To help you understand when geospatial workflows may be appropriate for your use case, this document describes several common patterns for geospatial workflows. All example images use notional or open source data.
Common operating picture
Summary: Unify organizational knowledge for enhanced decision-making against trends, risk, and capacity in emerging or emergency response scenarios.
Purpose: Consolidate key context, alerts, and trends in a unified view to enable executives, stakeholders, and decision-makers to quickly understand a complex situation.
Geospatial data inputs:
Area boundaries (e.g. states, countries, or county polygons)
Hotspot locations (e.g. hospital locations, points of interest)

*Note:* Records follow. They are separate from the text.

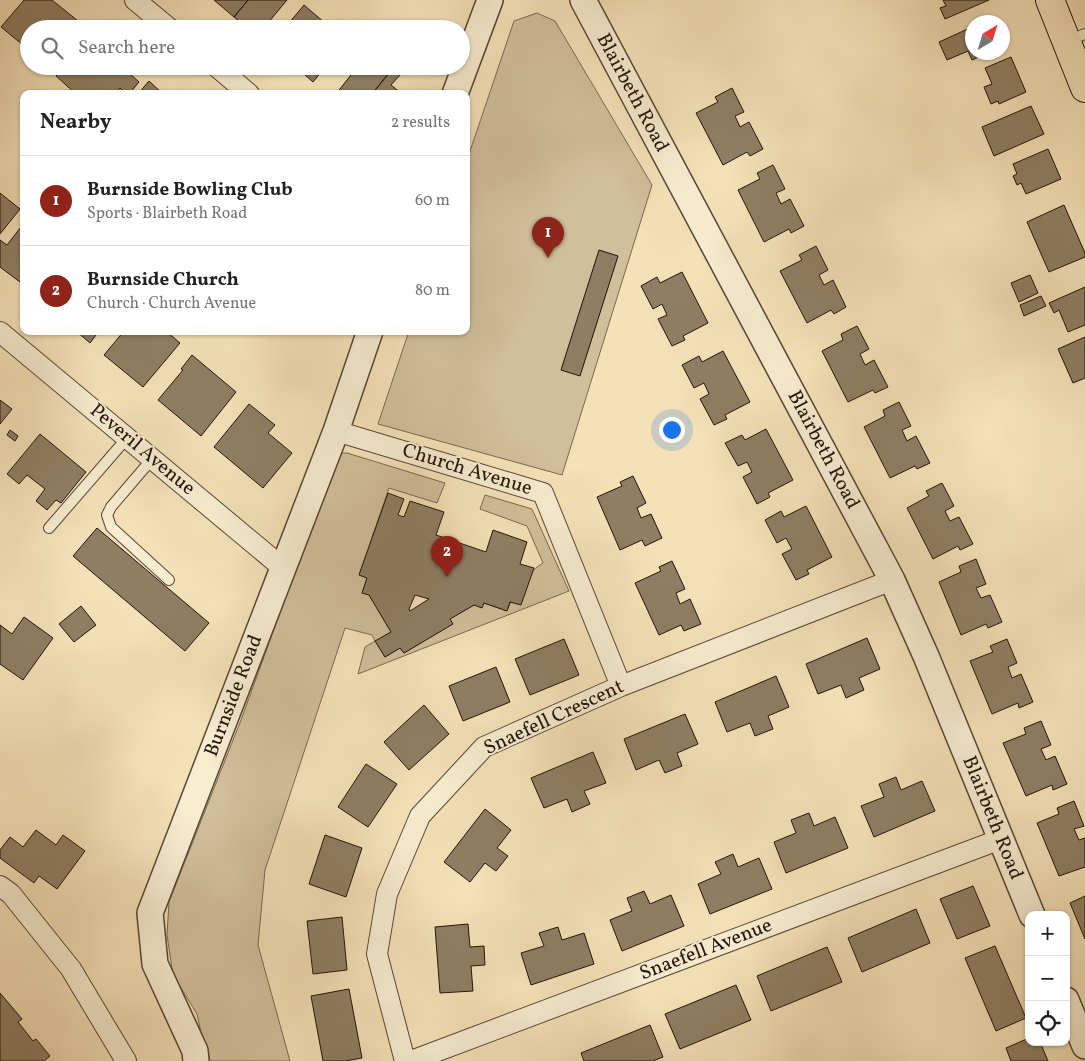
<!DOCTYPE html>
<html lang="en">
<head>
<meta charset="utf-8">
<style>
	:root { --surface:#fff; --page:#f2f2f2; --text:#202124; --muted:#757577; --line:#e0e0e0; --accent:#8f2418 }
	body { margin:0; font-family:Vollkorn,serif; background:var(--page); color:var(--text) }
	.controls { position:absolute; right:15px; bottom:15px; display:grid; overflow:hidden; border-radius:10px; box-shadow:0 1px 4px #0004 }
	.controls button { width:45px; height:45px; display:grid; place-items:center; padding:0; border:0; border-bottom:1px solid var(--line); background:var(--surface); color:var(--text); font:25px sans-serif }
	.compass { position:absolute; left:965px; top:15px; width:45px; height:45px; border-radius:50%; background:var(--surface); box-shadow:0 1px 4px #0004; rotate:38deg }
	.you { position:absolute; left:671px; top:429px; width:18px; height:18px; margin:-12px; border:4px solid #fff; border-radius:50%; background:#1a73e8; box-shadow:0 0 0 8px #1a73e833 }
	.badge { display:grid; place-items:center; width:32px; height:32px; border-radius:50%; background:var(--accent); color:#fff; font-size:16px; font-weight:700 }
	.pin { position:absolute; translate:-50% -41px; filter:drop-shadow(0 1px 2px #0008) }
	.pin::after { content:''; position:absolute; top:26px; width:18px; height:15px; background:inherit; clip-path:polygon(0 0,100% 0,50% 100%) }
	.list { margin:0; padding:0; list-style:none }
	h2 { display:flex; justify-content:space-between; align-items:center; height:65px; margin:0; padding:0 20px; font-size:21px }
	h2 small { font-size:16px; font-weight:400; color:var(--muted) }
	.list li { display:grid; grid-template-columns:32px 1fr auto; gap:15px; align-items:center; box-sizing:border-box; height:90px; padding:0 20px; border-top:1px solid var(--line) }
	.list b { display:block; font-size:19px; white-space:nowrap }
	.list p { margin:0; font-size:16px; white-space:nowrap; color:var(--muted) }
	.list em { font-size:16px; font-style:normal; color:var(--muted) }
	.icon { flex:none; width:28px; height:28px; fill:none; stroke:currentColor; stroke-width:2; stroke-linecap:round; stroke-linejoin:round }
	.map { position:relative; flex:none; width:1085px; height:1061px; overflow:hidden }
	.search { position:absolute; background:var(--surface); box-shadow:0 1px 4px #0004; left:20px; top:20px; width:450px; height:55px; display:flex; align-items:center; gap:12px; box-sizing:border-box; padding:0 18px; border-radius:28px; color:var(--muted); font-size:19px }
	.panel { position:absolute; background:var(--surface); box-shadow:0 1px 4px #0004; left:20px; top:90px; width:450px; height:245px; border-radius:10px }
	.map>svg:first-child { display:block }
	.green { fill:#d1be9a; stroke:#796851 }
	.building { fill:#8f7e64; stroke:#211308; fill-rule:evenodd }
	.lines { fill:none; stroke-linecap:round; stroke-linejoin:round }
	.service-casing { stroke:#564634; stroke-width:12 }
	.minor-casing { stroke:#564634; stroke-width:22 }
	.tertiary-casing { stroke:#564634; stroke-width:28 }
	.primary-casing { stroke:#211308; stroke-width:30 }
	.service { stroke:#f8ecd1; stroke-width:10 }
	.minor { stroke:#f8ecd1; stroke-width:20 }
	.tertiary { stroke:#f8ecd1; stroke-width:25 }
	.primary { stroke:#f5e1b8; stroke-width:28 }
	.labels { text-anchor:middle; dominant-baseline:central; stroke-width:4; stroke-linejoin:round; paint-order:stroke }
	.street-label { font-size:20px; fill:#211308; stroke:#f8ecd1 }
</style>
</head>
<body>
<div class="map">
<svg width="1085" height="1061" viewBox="0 0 1085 1061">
	<rect width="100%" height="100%" fill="#f5e1b8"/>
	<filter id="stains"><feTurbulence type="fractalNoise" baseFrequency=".004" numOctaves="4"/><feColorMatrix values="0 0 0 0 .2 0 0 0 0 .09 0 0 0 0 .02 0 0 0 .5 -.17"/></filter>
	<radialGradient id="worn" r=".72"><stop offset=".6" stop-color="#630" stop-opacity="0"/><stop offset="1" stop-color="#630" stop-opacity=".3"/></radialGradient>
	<!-- green -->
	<path class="green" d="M537,13L555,21L652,185L562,475L378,424L409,331H466V163L514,21Z
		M341,453H347L445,483L437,503L389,488L359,575L367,578L362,593L369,595L391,632L376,641L385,657L400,648L404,653L452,624L450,619L474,605L484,603L507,611C514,593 527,572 543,563L527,526L480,509L485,495L532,509L569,591L358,674L365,647L375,641L372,635L345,628L265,870L258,945L290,1061H207L197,1014L173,975L167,935L169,902L241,720L336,459Z"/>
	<!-- building -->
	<path class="building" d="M24,0H52L78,21L71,29H29V50L1,27Z
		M214,0H248L234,17Z
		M248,0H287L263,29H249L234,17Z
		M943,0H989L945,19L940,8L946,6Z
		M304,5L325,23L321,29H284Z
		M994,17L997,22H982Z
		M325,23L332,29H321Z
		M972,27V52H990L972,60L968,51L947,60L939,42Z
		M1002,35L1007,45L1002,47Z
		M1011,57L1026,92L999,104L998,101L991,104L984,87L992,84L985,68Z
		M64,66H132L135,69L130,74L139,82L129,94H126L120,88L115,94H76L56,76Z
		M295,66H326L313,82Z
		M358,66H383L390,72L372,94H336Z
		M392,69L400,75L391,85L402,94H372Z
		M149,81L163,94H138Z
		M732,88L744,112L735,116L740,127L749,122L763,149L750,156L747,152L723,165L696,113L718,102L715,97Z
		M1031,106L1044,134L994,156L982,127Z
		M1048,149L1061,179L1026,194L1021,183L1017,185L1013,176L1017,174L1013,164Z
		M773,165L785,189L776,193L781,204L790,199L804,226L791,233L789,229L764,242L738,190L760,179L757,173Z
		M0,193L20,209L0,234Z
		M1064,205L1085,253V257L1049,272L1027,222Z
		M24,223V285L0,267V240L7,245Z
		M816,246L828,270L819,275L824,285L833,280L846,307L834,314L831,310L807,323L780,271L802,260L799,255Z
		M599,250L618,256L580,376L561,370Z
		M682,272L708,323L683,336L685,340L672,346L658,319L667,315L662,304L653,309L641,286L657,277L660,283Z
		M1030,275L1038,293L1019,302L1011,283Z
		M1085,287V325L1068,332L1059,310L1054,313L1049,303Z
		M1041,296L1046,306L1024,316L1020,305Z
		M857,326L869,349L860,354L865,365L874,360L888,387L875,393L873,390L848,402L822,351L843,340L841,334Z
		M76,331H99L90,343Z
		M124,331H166L180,343L143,387L104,355Z
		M1085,337V378L1073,383L1058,349Z
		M723,351L750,402L725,415L727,419L714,425L700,399L709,394L704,383L694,388L682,365L699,356L702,362Z
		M192,355L236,392L201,436L158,400L183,370L181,369Z
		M0,400L12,409L0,424Z
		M899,402L911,426L902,430L907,441L916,436L930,463L917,469L915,466L890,478L864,427L885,416L883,410Z
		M249,404L275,425L268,433L292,453L263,488L214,447Z
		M766,429L793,480L768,493L770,497L757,504L743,477L752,472L747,462L738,466L725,443L742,435L745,440Z
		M10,430L18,436L15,441L7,435Z
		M40,434L86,472L61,503L56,500L47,510L36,501L45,489L27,475L19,484L7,474Z
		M633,476L646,503L637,508L641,518L651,514L662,538L645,546L642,540L620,550L597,497L622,486L620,482Z
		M942,483L954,506L945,511L950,521L959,517L973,544L960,550L958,546L933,559L907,508L929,496L926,491Z
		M388,493L404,499L398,515L404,517L410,501L444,512L436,535L486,552L493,530L527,542L520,564L534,568L521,605L510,602L507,611L484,603L482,608L474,605L450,619L453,624L404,653L400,648L385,657L375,641L391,632L369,595L362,593L367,578L359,575ZM415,595L429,599L410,611L409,609Z
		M806,506L832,557L807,570L809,574L796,580L782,554L792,549L786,538L777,543L765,520L781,511L784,517Z
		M97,528L209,623L185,651L73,556Z
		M976,559L986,584L976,588L981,598L990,595L1002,622L988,628L986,624L961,635L939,582L961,572L959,566Z
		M672,561L685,589L676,593L680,604L690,599L701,624L684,631L681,625L659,635L635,583L661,571L659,567Z
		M81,606L96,625L74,642L59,624Z
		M24,617L53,638L23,680L0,664V625L12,634Z
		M867,638L880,669L859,678L864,690L846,698L841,685L818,694L806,664Z
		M564,639L579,675L530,695L515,659Z
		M1007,639L1017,663L1008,667L1012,678L1021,674L1033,702L1019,708L1018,703L992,714L970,661L993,652L990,646Z
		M496,667L510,702L463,721L449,686Z
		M776,676L789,707L768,716L773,729L755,736L750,723L727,732L715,702Z
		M424,705L449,734L409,770L384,742Z
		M685,714L698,744L677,753L682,766L665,773L659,760L636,770L624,739Z
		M1041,721L1051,745L1041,749L1046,760L1055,756L1067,784L1053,790L1052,785L1026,796L1003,743L1026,734L1024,728Z
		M593,752L606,783L584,791L590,804L572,812L567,799L544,808L531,778Z
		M366,764L397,784L368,827L338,807Z
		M896,777L901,790L922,781L935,811L874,837L861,806L884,797L879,784Z
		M1074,801L1084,826L1074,829L1079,840L1085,838V867L1059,876L1037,823L1059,814L1057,808Z
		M485,809L511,830L497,848L508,856L496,871L485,863L470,882L444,862Z
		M809,813L814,826L835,817L848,848L786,873L774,842L796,833L791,820Z
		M36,830L56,845L63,835L85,851L57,889L39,876L34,883L0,858V850L10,837L23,847Z
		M325,835L362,848L346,897L309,884Z
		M733,854L738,867L759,858L772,889L710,914L698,884L721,874L715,862Z
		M973,886L990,926L957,939L940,899Z
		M644,891L650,904L671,895L684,926L622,951L610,920L632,911L627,898Z
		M1085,896V939L1070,903Z
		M916,909L930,943L862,972L848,938Z
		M342,917L347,970L313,974L307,921Z
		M468,924L470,947L484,946L485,965L471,966L473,991L440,993L435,927Z
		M558,927L562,940L584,933L594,964L531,985L521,953L544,946L539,933Z
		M995,946L1026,1018L996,1031L965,958Z
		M827,947L842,982L771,1011L757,976Z
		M736,985L751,1020L680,1049L665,1014Z
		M349,989L362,1058L345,1061H323L311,996Z
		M0,993L22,1019L18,1022L33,1041L36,1039L50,1056L44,1061H0Z
		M650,1025L663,1057L653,1061H584L581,1053Z
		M1029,1038V1042H1040L1048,1061H1011L1006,1048Z"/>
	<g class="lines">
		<!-- service casing -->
		<g class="service-casing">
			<path id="service" d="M1067,41L1085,34
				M152,459L111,507L107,515L111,527L169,580
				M49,528L127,438"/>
		</g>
		<!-- minor casing -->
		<g class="minor-casing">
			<path id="minor" d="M135,0L170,29
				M216,66L249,94
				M0,332L283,568
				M336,431L543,493L621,686
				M0,886L11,894L71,969L126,1061
				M405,1061L377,954L387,894L420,816L484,747L621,686L892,580
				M411,1061L1001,839"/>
		</g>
		<!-- tertiary casing -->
		<g class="tertiary-casing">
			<path id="tertiary" d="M583,0L892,580L926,656L1032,915
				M455,94L490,0
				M1066,1000L1085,1046
				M196,1061L195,1051L155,964L150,913L336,431L370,331"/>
		</g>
		<!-- primary casing -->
		<g class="primary-casing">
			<path id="primary" d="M1050,0L1085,88"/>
		</g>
		<!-- service -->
		<use href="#service" class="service"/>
		<!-- minor -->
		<use href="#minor" class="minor"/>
		<!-- tertiary -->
		<use href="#tertiary" class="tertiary"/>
		<!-- primary -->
		<use href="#primary" class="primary"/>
	</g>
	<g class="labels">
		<!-- street labels -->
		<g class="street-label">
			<text transform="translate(632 93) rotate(62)">Blairbeth Road</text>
			<text transform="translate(142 450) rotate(40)">Peveril Avenue</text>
			<text transform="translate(823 450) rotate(62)">Blairbeth Road</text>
			<text transform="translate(467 470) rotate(17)">Church Avenue</text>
			<text transform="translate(234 696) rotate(-69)">Burnside Road</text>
			<text transform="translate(554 718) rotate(-25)">Snaefell Crescent</text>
			<text transform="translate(992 818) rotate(68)">Blairbeth Road</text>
			<text transform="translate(706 950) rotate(-21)">Snaefell Avenue</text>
		</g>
	</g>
	<rect width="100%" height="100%" filter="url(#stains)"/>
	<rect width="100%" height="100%" fill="url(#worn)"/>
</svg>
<div class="controls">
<button>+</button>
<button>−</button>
<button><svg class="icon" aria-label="locate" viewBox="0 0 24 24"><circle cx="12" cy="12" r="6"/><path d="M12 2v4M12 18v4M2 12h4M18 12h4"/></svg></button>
</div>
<svg class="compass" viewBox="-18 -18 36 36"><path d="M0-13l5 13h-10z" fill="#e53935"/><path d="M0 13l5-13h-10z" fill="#757577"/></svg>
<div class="you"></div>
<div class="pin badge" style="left:548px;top:258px">1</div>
<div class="pin badge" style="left:447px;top:577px">2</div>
<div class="search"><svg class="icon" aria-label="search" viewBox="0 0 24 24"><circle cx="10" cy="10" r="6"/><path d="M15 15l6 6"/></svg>Search here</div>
<section class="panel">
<h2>Nearby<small>2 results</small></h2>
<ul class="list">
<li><span class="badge">1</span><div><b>Burnside Bowling Club</b><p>Sports · Blairbeth Road</p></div><em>60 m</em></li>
<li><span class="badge">2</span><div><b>Burnside Church</b><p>Church · Church Avenue</p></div><em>80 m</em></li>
</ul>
</section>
</div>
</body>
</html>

Output: A consolidated dashboard that reflects the current state, key trends, and new alerts in a complex, evolving situation.
Geospatial work planning
Summary: Track work bundles with integrated model intelligence for better prioritization.
Purpose: Useful for work over a large area that needs to be bundled together, prioritized, reviewed, approved, and assigned for field crews to complete.
Geospatial data inputs:
Asset locations (e.g. points/lines/polygons reflecting work items)
Work area boundaries (e.g. polygons that divide work into natural blocks)
Field crew locations over time
Output: A work-planning tool that coordinates work bundles, including managing the process flow from planning to field crew completion.
Supply chain optimization
Summary: Interrogate your supply chain to identify obstacles, surface opportunities, and understand trends over time.
Purpose: Managing constraints in complex shipping networks or geographically dispersed production operations.
Geospatial data inputs:
Country or region polygons
Plant, warehouse, or supplier locations
Ship or truck locations over time
Output: An investigative application to explore your network and test scenarios for adjusting constraints to optimize the overall system output.